● DATA IN THIS EXERCISE
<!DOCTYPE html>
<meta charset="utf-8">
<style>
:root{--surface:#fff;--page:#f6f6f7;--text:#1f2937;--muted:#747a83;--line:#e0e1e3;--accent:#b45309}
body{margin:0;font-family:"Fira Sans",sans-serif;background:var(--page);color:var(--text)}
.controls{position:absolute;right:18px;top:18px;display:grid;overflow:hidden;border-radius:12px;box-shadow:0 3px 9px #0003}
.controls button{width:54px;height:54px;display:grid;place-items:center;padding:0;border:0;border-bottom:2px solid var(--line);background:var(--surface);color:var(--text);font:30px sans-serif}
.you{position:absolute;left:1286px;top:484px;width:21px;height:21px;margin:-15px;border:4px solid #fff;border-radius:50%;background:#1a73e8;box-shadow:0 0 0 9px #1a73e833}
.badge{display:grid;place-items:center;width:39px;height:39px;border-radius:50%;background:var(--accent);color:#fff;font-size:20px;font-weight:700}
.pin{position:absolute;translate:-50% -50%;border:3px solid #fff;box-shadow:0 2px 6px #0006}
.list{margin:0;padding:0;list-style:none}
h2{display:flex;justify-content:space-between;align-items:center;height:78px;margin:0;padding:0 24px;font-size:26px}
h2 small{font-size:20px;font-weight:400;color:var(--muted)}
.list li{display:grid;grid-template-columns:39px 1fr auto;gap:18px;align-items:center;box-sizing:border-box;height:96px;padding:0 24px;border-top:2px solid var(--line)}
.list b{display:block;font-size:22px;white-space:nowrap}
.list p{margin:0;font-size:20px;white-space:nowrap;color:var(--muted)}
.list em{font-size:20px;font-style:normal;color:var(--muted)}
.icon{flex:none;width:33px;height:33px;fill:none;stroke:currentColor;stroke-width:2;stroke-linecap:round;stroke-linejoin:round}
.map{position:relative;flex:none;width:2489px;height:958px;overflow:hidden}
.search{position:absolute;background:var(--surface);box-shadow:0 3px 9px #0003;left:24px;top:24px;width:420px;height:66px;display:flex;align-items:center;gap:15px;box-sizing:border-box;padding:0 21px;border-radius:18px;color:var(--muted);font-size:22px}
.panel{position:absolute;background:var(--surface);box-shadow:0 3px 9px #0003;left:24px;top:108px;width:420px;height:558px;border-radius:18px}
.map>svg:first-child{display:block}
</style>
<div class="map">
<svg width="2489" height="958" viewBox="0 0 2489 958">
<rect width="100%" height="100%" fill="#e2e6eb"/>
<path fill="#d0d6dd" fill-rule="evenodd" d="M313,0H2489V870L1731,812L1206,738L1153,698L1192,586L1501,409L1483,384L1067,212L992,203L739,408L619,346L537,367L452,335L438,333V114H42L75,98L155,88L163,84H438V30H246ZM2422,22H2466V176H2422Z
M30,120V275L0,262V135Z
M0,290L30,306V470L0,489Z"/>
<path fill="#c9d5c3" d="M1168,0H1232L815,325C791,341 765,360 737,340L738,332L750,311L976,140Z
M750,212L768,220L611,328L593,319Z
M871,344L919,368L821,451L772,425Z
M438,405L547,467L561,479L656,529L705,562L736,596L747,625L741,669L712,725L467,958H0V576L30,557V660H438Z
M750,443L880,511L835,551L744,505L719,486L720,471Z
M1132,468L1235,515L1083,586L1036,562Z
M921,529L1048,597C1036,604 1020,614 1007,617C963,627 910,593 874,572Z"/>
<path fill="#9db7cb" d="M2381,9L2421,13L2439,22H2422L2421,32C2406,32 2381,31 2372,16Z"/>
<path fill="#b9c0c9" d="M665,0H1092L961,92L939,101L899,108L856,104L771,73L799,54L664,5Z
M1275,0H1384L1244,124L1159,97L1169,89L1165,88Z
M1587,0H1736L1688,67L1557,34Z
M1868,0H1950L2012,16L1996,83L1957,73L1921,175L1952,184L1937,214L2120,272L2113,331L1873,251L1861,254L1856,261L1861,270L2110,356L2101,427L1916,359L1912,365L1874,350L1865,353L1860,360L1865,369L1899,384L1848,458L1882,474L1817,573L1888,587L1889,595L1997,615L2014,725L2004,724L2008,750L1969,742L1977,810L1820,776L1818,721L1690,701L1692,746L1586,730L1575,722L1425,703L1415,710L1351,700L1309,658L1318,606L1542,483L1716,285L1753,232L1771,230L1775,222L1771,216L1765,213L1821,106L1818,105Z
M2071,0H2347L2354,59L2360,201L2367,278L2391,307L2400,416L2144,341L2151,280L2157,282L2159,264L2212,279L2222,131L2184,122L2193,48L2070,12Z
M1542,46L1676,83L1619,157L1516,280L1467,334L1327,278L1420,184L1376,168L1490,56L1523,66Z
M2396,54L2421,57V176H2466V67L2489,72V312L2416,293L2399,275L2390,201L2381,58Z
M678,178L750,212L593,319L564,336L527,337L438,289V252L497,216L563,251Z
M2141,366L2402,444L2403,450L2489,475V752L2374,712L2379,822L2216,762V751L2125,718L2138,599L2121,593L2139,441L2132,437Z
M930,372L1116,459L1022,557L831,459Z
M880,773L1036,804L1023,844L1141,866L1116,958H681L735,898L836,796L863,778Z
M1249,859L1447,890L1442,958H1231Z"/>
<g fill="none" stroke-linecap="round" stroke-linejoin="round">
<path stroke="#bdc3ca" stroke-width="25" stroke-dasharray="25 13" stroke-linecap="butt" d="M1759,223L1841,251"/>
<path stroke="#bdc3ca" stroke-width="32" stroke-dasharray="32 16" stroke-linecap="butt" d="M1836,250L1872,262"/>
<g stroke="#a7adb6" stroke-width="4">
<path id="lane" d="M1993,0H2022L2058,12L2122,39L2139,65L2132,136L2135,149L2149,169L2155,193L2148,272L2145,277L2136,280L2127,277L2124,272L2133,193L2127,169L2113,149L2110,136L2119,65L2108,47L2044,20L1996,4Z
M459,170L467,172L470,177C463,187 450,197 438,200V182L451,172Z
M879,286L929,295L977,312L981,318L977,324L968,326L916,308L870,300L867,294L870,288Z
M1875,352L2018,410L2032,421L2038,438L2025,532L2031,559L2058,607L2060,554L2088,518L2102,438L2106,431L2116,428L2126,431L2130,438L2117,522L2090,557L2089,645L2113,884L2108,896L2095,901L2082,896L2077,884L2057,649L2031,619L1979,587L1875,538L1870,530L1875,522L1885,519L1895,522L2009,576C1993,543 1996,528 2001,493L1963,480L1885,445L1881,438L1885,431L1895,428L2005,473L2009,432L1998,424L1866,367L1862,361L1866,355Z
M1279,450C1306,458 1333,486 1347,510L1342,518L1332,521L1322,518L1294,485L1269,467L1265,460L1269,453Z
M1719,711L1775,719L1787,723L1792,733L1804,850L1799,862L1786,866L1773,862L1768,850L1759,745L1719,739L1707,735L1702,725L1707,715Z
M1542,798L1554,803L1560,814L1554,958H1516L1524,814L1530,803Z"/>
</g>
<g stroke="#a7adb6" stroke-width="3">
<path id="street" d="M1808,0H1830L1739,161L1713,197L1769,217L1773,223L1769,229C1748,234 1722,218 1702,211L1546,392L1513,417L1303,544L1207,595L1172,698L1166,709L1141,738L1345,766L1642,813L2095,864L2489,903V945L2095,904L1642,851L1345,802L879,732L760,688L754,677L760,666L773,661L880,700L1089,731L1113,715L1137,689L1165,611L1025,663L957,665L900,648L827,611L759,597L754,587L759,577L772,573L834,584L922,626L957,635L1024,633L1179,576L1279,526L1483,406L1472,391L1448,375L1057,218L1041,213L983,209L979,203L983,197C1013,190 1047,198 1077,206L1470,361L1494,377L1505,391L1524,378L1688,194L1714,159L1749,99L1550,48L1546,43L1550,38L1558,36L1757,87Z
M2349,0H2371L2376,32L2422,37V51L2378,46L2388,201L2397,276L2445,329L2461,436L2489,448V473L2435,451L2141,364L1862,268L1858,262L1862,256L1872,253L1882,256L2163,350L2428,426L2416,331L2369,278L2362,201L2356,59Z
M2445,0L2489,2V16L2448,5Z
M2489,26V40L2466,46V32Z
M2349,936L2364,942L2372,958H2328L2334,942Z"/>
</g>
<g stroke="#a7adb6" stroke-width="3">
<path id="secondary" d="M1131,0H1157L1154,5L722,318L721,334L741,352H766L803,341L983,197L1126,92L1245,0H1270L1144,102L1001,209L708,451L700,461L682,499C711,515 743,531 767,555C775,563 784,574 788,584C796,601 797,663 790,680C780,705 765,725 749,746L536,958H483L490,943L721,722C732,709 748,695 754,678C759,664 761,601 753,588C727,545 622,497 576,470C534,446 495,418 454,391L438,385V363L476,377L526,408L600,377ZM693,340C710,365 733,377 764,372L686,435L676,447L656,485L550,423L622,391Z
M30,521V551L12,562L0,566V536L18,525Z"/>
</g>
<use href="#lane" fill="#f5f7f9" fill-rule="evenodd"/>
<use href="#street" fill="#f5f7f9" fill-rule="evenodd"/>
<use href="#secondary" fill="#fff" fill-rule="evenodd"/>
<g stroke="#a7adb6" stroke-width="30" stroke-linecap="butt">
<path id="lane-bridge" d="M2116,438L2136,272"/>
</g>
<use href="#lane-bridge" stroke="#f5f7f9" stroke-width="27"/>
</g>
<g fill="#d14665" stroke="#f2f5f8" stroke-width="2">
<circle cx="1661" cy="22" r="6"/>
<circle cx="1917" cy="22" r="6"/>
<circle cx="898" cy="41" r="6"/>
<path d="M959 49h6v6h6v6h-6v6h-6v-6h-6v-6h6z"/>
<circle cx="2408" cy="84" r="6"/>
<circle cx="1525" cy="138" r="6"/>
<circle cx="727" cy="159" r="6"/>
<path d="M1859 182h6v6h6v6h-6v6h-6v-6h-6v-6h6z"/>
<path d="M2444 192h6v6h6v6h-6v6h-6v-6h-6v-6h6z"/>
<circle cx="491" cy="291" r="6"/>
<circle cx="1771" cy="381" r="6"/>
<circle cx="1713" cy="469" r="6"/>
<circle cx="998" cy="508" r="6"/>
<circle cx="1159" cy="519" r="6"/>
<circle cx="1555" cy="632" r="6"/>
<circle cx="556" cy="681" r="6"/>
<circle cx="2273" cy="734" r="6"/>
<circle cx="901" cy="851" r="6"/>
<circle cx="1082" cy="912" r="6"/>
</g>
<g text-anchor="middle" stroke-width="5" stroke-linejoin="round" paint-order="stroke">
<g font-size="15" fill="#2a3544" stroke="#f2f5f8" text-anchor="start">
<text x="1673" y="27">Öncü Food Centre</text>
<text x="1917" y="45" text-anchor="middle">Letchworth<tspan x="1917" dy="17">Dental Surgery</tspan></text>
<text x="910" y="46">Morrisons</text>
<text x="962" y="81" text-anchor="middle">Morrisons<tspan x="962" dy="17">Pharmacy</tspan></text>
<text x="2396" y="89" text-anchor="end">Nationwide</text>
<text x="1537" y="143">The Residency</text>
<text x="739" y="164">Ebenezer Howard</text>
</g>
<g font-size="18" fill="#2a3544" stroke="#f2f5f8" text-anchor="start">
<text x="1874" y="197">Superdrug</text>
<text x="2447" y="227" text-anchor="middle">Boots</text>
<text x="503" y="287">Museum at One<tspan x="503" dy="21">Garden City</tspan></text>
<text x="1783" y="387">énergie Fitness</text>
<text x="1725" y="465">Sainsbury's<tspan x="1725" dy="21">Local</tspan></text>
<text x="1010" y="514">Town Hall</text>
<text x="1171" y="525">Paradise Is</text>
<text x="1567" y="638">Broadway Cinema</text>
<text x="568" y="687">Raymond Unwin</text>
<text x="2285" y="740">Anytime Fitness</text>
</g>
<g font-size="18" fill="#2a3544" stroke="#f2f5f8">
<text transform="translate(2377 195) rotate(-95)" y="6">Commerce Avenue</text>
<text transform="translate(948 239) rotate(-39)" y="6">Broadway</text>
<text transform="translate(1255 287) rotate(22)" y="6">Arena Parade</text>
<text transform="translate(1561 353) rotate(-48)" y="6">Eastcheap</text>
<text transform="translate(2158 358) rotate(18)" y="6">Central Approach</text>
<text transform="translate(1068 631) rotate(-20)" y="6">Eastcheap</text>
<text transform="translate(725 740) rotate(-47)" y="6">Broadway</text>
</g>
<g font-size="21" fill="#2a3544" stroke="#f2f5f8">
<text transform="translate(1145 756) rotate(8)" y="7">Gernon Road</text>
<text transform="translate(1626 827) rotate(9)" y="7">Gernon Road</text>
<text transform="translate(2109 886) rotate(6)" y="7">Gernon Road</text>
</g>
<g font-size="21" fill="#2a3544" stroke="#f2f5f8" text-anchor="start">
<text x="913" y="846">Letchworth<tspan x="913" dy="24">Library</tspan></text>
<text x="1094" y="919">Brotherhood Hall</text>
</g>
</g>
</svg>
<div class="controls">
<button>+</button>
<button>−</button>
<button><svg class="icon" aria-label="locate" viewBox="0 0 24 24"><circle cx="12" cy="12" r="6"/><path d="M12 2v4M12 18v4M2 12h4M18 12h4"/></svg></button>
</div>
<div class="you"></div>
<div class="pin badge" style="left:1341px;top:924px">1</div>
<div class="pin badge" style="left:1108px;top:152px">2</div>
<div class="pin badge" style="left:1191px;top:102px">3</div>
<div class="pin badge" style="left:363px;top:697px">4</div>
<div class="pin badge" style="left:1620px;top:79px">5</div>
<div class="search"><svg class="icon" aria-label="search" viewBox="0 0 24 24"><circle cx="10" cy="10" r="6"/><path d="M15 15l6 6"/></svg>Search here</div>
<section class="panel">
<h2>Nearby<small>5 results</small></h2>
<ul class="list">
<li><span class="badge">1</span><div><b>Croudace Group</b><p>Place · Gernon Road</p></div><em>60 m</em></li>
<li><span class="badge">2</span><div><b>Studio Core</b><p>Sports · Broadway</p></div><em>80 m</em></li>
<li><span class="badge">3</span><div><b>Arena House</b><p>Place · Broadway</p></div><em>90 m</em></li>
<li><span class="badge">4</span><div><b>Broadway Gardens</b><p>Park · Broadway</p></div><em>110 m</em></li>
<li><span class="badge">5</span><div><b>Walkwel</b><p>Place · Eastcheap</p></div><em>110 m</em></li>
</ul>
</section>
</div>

● TASK
Wherever the word "grid" shows up in the material, copy the line it is on.

● ANSWER TO THE PROBLEM
.controls{position:absolute;right:18px;top:18px;display:grid;overflow:hidden;border-radius:12px;box-shadow:0 3px 9px #0003}
.controls button{width:54px;height:54px;display:grid;place-items:center;padding:0;border:0;border-bottom:2px solid var(--line);background:var(--surface);color:var(--text);font:30px sans-serif}
.badge{display:grid;place-items:center;width:39px;height:39px;border-radius:50%;background:var(--accent);color:#fff;font-size:20px;font-weight:700}
.list li{display:grid;grid-template-columns:39px 1fr auto;gap:18px;align-items:center;box-sizing:border-box;height:96px;padding:0 24px;border-top:2px solid var(--line)}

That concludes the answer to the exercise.